[Task prompt]
What is the number of lines in the material below that include the word "lists"? Write that number and nothing more.

(Beginning of Dataset extract)

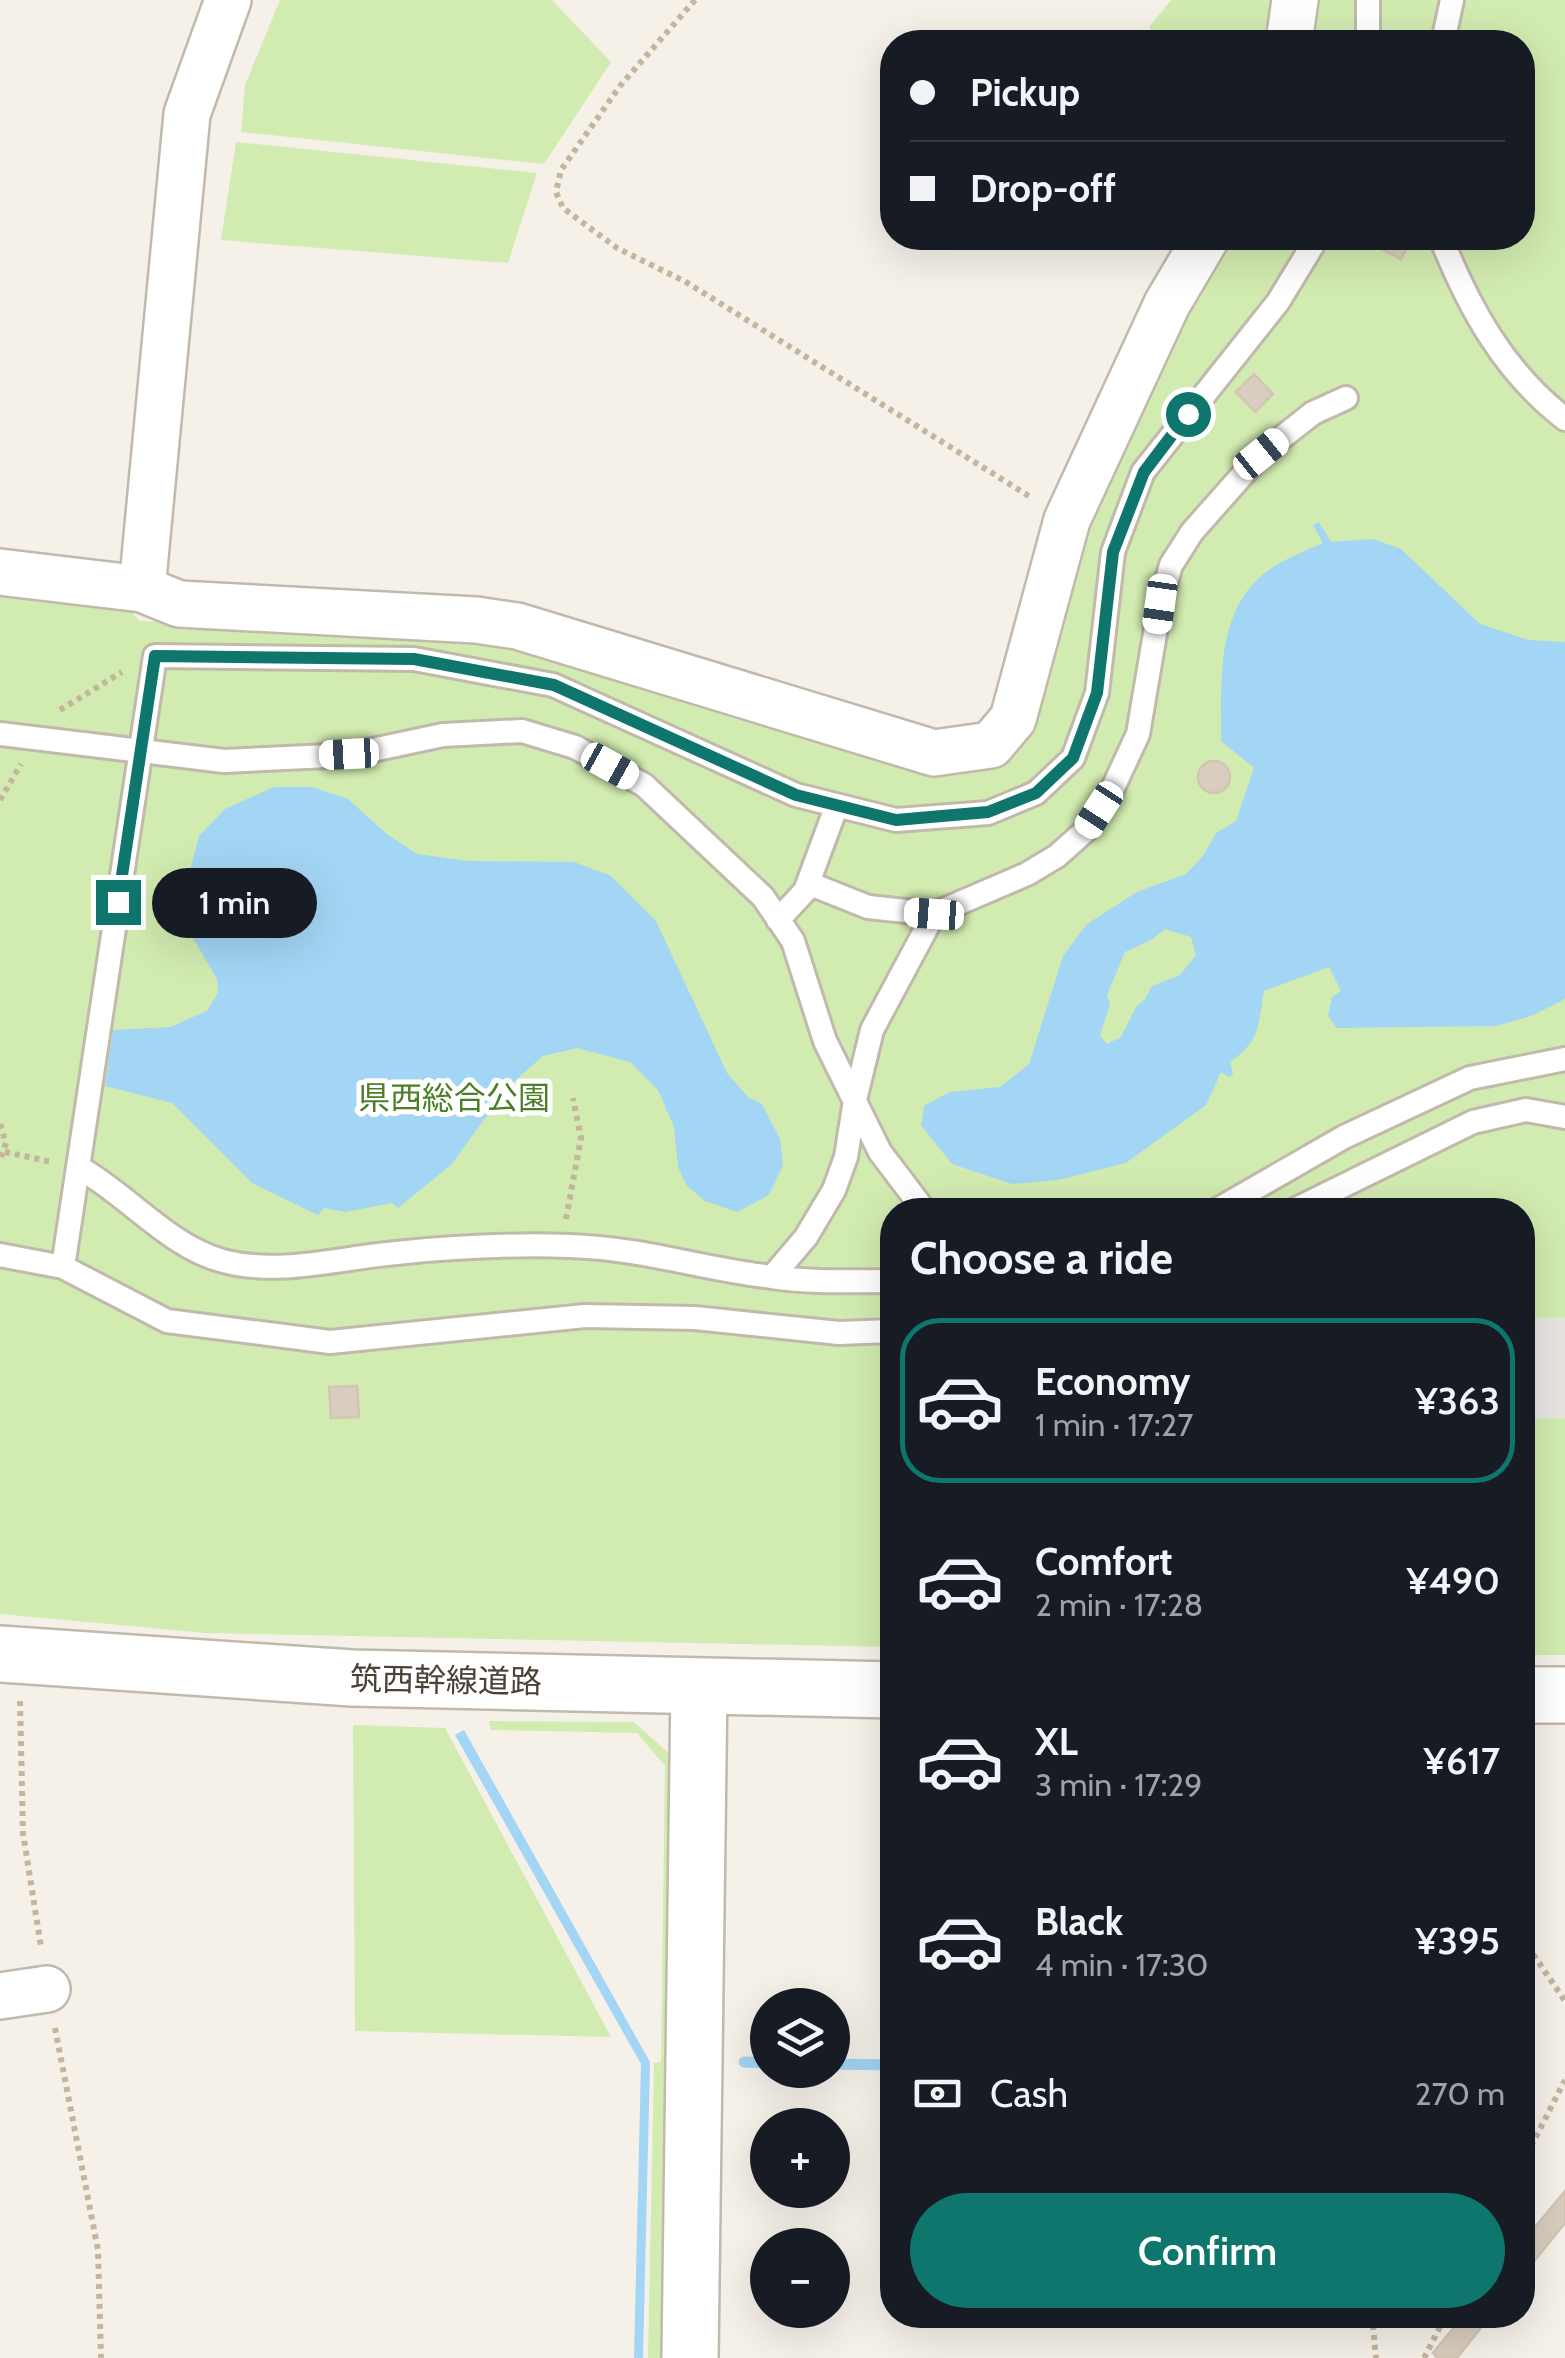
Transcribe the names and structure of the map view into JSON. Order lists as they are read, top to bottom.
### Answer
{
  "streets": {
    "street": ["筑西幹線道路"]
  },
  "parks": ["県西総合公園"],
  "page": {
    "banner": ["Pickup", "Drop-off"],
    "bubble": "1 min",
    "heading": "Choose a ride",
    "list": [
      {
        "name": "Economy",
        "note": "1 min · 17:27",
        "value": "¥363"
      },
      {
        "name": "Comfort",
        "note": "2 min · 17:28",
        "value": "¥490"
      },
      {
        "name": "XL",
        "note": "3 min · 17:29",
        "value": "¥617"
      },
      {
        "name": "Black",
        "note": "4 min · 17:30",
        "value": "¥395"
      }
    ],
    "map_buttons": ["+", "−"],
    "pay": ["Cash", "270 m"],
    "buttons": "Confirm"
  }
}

(End of Dataset extract)
(Beginning of Dataset extract)

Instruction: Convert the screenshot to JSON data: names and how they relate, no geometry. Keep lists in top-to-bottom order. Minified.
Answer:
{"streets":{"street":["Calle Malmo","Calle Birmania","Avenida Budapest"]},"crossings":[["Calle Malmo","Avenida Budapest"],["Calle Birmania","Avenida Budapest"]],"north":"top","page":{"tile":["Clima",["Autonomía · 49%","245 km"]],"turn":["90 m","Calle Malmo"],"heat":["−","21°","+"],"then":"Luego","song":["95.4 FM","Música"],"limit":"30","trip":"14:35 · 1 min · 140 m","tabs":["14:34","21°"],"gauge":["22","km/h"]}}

(End of Dataset extract)

[Written response]
2